• Task brief: Copy out all lines bearing the word "green" from the listing below.

Top of Raw data

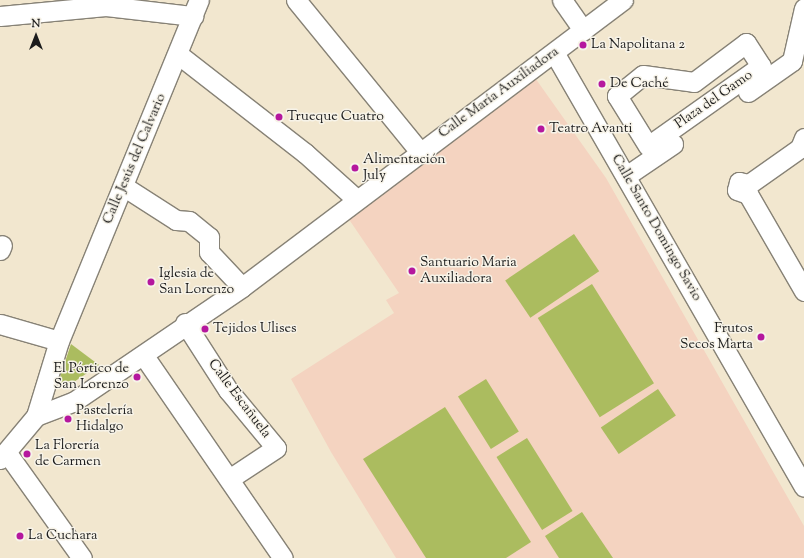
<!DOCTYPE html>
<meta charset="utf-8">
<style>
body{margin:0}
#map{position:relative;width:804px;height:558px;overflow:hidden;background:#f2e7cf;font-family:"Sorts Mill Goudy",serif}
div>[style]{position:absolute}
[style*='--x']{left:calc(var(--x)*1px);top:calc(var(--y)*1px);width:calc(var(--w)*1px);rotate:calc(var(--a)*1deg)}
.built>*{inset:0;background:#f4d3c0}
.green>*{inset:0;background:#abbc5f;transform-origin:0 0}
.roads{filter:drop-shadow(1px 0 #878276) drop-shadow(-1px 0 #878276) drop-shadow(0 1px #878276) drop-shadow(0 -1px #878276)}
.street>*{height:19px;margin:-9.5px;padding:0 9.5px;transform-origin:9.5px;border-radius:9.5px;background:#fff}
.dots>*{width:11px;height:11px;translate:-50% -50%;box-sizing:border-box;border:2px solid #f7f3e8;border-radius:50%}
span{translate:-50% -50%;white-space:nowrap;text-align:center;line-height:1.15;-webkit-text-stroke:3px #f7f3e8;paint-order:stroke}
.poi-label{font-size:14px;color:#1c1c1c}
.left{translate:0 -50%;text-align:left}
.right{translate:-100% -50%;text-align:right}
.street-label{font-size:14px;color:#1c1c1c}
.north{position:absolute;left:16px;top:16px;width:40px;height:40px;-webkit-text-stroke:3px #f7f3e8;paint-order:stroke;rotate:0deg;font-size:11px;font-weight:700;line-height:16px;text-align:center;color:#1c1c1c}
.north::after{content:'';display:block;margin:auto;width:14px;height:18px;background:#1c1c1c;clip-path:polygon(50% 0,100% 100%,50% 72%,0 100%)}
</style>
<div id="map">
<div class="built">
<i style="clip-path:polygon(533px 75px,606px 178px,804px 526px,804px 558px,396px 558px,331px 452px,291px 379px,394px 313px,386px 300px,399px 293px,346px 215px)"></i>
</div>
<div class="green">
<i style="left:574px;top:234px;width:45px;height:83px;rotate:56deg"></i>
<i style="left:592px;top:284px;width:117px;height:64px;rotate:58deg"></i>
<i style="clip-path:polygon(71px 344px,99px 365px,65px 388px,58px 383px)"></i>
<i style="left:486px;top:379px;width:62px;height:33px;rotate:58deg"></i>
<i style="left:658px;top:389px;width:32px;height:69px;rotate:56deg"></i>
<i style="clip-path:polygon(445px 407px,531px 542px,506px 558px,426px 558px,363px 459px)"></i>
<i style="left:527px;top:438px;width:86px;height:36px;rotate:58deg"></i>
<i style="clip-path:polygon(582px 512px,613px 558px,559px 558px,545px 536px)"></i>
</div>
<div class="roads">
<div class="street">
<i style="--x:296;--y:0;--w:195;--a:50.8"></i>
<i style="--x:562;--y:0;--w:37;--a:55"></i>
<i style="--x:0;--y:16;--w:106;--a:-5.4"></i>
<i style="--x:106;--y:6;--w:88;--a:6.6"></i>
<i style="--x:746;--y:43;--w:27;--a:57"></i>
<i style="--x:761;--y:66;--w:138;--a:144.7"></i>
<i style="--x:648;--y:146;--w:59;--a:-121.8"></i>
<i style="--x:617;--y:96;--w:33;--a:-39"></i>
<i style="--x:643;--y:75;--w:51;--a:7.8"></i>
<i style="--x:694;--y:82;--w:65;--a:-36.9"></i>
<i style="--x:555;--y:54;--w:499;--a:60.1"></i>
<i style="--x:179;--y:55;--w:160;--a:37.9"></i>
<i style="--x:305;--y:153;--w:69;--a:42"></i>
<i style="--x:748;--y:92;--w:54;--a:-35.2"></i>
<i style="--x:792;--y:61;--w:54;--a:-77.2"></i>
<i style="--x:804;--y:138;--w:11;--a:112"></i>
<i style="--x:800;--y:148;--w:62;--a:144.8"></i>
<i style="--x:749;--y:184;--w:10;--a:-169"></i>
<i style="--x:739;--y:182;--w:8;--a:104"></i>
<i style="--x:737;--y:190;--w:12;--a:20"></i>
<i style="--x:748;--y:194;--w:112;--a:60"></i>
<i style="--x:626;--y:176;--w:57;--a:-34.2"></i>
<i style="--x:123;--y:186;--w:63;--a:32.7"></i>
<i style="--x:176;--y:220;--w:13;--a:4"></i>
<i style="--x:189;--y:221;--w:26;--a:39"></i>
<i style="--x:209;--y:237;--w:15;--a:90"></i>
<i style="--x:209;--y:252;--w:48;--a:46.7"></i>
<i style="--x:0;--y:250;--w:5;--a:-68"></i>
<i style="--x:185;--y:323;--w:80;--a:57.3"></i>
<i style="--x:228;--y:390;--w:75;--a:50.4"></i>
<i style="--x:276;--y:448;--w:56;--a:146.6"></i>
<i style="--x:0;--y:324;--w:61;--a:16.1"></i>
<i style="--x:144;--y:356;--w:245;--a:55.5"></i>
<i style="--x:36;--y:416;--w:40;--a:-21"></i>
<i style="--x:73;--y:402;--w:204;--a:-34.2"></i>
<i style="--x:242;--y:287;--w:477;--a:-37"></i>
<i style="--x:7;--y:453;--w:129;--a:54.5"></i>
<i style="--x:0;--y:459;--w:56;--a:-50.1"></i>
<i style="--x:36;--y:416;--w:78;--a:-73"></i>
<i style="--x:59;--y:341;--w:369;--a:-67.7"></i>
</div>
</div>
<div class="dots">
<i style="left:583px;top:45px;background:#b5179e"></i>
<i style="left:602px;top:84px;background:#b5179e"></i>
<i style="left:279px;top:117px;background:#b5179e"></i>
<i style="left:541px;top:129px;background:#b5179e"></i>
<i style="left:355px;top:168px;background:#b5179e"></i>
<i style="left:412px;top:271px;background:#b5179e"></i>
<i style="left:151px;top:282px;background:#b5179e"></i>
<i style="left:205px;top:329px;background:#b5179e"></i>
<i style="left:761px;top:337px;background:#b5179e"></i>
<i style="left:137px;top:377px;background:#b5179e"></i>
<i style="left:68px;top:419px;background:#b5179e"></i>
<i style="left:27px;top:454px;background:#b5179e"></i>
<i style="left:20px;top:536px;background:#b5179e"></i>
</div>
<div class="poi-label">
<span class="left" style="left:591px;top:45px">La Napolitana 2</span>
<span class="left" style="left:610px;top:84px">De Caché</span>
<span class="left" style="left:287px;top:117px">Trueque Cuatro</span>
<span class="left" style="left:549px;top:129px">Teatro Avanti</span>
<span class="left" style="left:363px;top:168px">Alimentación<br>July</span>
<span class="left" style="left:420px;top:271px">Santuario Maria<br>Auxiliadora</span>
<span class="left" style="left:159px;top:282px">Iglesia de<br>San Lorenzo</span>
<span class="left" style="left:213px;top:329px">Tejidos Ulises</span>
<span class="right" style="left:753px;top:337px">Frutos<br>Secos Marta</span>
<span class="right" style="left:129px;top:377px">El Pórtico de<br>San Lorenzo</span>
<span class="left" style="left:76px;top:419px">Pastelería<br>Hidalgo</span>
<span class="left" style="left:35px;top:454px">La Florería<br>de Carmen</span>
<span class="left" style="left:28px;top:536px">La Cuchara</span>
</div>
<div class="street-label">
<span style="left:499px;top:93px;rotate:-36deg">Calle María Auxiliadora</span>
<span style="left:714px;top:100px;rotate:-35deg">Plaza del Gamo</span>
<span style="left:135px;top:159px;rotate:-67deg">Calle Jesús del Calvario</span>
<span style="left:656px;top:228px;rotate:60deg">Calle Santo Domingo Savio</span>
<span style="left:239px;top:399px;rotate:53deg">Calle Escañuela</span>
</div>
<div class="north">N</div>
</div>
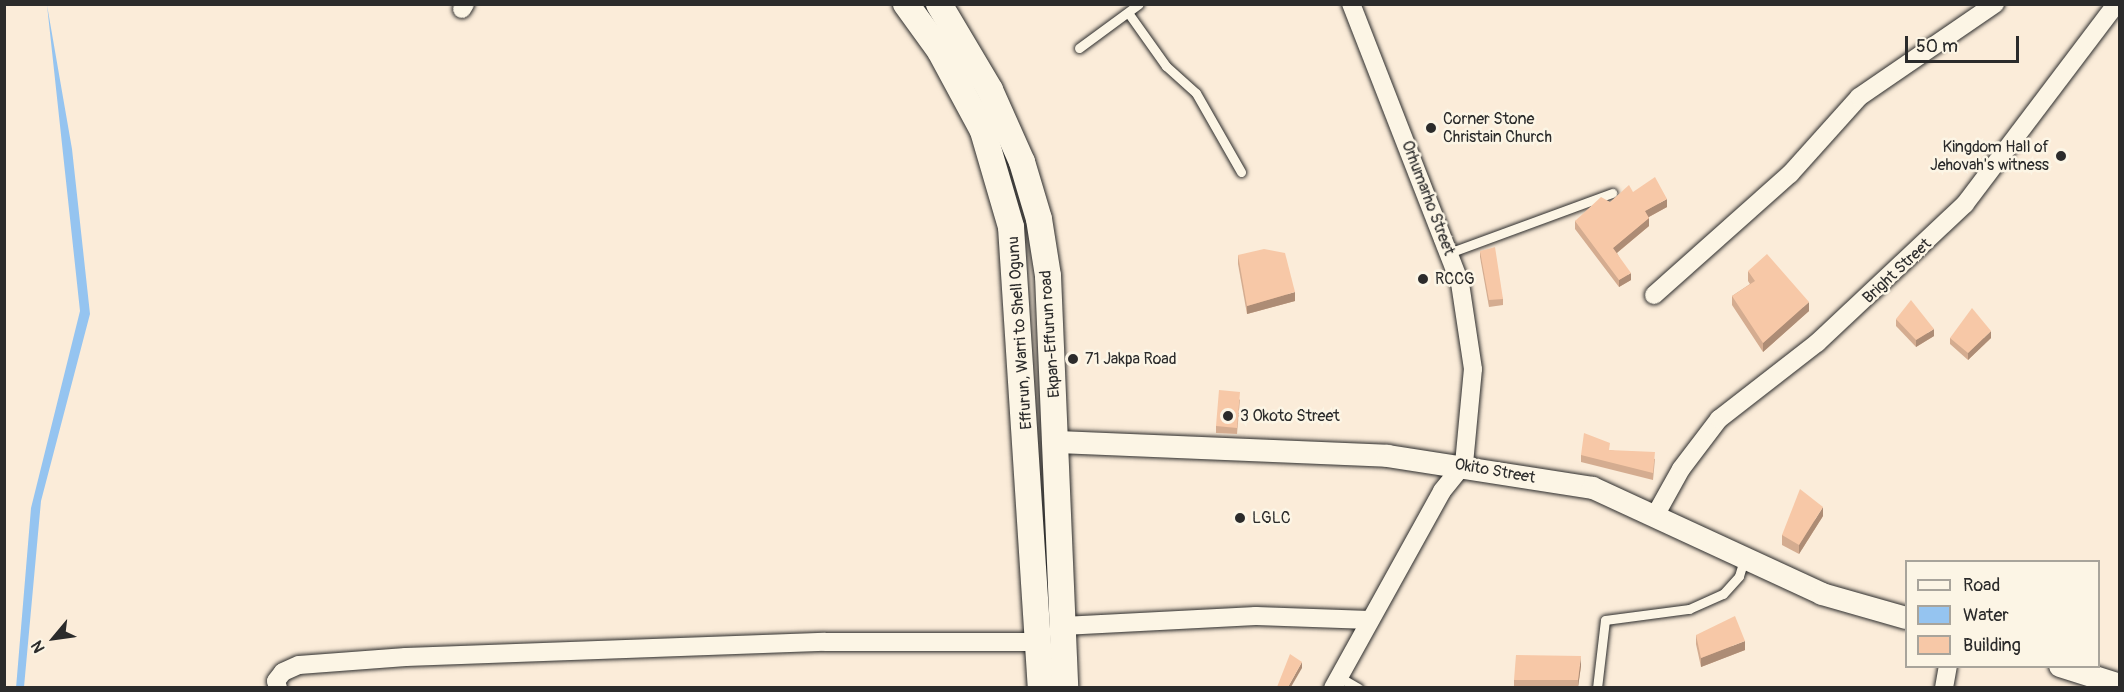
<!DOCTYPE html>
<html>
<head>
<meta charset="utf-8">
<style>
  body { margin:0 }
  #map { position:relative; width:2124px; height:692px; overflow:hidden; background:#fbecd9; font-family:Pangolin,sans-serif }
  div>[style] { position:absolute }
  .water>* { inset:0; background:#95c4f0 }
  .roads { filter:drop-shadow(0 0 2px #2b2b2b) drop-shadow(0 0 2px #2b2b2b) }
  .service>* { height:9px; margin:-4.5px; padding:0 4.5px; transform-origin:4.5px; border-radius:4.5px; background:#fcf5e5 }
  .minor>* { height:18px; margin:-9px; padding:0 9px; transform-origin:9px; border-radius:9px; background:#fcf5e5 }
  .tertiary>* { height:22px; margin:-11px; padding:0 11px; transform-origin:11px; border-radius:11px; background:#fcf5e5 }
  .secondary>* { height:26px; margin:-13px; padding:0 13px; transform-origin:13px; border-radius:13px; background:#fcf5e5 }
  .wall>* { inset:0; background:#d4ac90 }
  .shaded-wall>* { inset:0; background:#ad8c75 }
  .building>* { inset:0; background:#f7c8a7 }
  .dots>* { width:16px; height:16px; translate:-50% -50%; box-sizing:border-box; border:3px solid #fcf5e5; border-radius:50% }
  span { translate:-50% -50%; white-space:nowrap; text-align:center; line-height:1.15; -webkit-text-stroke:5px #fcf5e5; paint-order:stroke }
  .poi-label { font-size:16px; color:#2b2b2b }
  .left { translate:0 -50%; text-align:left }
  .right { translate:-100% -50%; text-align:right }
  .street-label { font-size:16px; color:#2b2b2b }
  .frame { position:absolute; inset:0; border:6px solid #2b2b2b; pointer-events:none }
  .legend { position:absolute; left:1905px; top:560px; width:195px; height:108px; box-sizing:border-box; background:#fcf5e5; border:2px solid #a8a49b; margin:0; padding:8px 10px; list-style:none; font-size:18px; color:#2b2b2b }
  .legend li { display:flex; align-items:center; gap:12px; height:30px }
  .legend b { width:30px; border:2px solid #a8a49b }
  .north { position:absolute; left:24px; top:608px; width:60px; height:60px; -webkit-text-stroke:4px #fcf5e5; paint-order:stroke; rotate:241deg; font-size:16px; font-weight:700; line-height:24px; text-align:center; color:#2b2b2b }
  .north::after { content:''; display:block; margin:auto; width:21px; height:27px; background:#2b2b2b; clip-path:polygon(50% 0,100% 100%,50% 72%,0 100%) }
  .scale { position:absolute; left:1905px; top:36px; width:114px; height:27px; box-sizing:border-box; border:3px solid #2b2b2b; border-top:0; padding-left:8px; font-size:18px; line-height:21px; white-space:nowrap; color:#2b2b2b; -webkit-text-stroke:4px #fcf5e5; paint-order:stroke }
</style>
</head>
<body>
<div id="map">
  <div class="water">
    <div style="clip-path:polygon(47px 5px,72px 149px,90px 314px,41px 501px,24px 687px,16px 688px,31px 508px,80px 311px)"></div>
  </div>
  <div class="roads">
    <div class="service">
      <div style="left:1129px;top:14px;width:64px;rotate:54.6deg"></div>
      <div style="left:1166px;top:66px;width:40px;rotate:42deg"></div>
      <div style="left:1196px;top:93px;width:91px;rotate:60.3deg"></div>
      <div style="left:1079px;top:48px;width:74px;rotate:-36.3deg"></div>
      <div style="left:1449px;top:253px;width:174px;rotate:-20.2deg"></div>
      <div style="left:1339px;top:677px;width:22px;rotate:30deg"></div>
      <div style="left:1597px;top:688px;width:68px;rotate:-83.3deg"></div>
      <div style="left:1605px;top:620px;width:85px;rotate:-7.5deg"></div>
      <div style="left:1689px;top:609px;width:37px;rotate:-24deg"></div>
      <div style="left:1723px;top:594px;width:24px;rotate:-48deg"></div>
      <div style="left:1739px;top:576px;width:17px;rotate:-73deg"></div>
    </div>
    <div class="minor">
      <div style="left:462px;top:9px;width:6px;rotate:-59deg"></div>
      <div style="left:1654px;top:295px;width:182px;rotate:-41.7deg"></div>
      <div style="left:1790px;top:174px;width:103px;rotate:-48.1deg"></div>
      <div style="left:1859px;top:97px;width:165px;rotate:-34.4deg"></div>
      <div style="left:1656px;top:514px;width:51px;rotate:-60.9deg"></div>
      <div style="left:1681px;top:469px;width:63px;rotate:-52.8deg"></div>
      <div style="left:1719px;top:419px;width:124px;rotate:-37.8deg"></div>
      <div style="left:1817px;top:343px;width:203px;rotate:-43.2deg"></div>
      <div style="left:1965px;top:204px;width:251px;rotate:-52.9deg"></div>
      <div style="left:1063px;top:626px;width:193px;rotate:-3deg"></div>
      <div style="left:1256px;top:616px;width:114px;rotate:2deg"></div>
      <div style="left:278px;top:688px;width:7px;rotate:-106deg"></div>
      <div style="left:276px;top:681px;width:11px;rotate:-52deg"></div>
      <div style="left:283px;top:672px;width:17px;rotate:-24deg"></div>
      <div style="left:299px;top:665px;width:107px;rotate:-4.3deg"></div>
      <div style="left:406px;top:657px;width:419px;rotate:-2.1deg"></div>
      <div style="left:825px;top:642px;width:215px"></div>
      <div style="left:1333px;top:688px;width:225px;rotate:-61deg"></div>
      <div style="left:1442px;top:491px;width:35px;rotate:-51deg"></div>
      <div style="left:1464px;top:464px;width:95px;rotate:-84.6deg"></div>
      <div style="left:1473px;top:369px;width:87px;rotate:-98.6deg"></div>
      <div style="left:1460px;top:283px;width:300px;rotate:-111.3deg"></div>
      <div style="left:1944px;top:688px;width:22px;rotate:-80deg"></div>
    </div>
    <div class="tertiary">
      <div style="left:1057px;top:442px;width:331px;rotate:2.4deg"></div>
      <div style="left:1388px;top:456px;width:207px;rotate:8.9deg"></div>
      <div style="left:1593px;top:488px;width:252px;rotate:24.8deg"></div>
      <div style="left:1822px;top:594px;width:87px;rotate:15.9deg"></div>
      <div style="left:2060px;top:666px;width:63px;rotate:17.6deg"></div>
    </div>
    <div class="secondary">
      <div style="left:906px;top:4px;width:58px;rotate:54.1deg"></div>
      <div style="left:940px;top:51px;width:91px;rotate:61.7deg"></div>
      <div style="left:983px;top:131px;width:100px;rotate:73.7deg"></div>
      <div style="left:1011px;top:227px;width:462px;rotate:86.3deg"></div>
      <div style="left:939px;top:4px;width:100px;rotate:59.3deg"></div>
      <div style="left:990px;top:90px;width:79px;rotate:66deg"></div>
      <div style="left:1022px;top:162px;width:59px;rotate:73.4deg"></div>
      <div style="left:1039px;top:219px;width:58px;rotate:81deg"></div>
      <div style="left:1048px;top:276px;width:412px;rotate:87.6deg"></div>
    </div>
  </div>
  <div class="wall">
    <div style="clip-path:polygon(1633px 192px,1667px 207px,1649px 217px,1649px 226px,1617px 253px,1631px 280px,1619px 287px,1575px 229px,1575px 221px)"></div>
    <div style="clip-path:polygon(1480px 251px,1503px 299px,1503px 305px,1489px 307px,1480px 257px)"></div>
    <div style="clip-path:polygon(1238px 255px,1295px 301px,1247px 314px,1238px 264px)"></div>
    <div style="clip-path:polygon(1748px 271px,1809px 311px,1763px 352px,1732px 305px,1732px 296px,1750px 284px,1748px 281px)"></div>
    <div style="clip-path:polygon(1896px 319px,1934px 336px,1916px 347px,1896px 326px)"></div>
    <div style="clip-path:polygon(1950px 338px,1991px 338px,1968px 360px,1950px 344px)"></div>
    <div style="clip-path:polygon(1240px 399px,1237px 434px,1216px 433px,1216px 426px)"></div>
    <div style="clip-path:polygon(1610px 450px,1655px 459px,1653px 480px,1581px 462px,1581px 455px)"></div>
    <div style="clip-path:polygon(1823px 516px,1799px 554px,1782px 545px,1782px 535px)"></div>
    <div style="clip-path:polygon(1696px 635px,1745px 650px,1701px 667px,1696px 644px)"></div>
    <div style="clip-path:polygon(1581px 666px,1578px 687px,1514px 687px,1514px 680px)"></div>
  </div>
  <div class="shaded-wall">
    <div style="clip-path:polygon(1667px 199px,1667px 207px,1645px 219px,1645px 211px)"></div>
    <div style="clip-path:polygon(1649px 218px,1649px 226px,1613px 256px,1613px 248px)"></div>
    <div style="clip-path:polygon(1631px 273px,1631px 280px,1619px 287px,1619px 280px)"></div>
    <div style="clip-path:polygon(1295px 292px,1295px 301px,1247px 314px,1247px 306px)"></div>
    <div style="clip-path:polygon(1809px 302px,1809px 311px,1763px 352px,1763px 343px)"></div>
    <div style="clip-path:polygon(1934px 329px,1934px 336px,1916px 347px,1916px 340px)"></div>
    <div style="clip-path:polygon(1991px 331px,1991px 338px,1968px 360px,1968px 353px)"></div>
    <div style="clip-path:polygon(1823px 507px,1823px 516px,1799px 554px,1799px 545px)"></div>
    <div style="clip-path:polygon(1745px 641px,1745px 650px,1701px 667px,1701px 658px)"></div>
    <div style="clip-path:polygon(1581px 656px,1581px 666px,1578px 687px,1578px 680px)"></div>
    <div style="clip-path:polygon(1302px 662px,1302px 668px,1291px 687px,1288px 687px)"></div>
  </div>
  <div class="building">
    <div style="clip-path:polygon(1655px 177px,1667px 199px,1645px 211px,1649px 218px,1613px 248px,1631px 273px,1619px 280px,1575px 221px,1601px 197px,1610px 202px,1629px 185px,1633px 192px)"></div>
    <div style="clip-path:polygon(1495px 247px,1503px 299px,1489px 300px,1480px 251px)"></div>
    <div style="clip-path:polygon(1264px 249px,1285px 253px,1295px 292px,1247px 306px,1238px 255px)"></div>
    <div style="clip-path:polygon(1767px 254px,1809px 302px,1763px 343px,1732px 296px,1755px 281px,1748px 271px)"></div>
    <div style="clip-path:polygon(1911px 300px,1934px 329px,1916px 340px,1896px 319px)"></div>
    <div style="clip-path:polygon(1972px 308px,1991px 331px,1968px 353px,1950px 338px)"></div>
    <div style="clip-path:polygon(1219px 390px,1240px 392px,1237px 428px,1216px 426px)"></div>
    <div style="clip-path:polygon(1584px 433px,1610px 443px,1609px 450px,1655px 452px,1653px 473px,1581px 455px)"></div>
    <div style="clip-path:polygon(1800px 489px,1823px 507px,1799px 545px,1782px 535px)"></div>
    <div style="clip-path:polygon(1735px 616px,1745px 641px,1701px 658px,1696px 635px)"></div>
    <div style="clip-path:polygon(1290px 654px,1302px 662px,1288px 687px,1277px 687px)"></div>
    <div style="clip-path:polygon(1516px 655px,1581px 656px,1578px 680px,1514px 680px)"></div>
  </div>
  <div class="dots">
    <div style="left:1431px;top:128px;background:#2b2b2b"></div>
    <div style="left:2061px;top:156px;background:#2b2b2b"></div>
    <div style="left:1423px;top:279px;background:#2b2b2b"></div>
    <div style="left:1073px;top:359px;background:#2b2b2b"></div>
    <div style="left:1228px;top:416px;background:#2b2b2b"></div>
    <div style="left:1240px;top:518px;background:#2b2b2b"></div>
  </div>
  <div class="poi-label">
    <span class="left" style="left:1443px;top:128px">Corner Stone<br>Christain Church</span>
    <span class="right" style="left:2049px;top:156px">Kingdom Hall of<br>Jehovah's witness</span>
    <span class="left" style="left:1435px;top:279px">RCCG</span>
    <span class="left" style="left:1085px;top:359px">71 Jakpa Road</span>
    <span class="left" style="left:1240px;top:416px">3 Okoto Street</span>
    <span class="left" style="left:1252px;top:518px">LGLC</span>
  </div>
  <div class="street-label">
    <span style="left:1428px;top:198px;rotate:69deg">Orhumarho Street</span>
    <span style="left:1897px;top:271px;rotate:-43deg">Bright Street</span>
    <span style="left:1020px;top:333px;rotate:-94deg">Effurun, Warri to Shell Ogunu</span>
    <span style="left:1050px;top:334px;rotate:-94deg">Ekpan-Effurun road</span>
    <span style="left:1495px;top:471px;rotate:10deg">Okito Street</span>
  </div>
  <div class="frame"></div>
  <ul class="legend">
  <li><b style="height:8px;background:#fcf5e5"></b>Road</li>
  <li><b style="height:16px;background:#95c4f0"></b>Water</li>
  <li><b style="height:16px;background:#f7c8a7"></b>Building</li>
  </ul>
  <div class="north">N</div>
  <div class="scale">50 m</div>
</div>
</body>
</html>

Bottom of Raw data

• Worked solution:
.green>*{inset:0;background:#abbc5f;transform-origin:0 0}
<div class="green">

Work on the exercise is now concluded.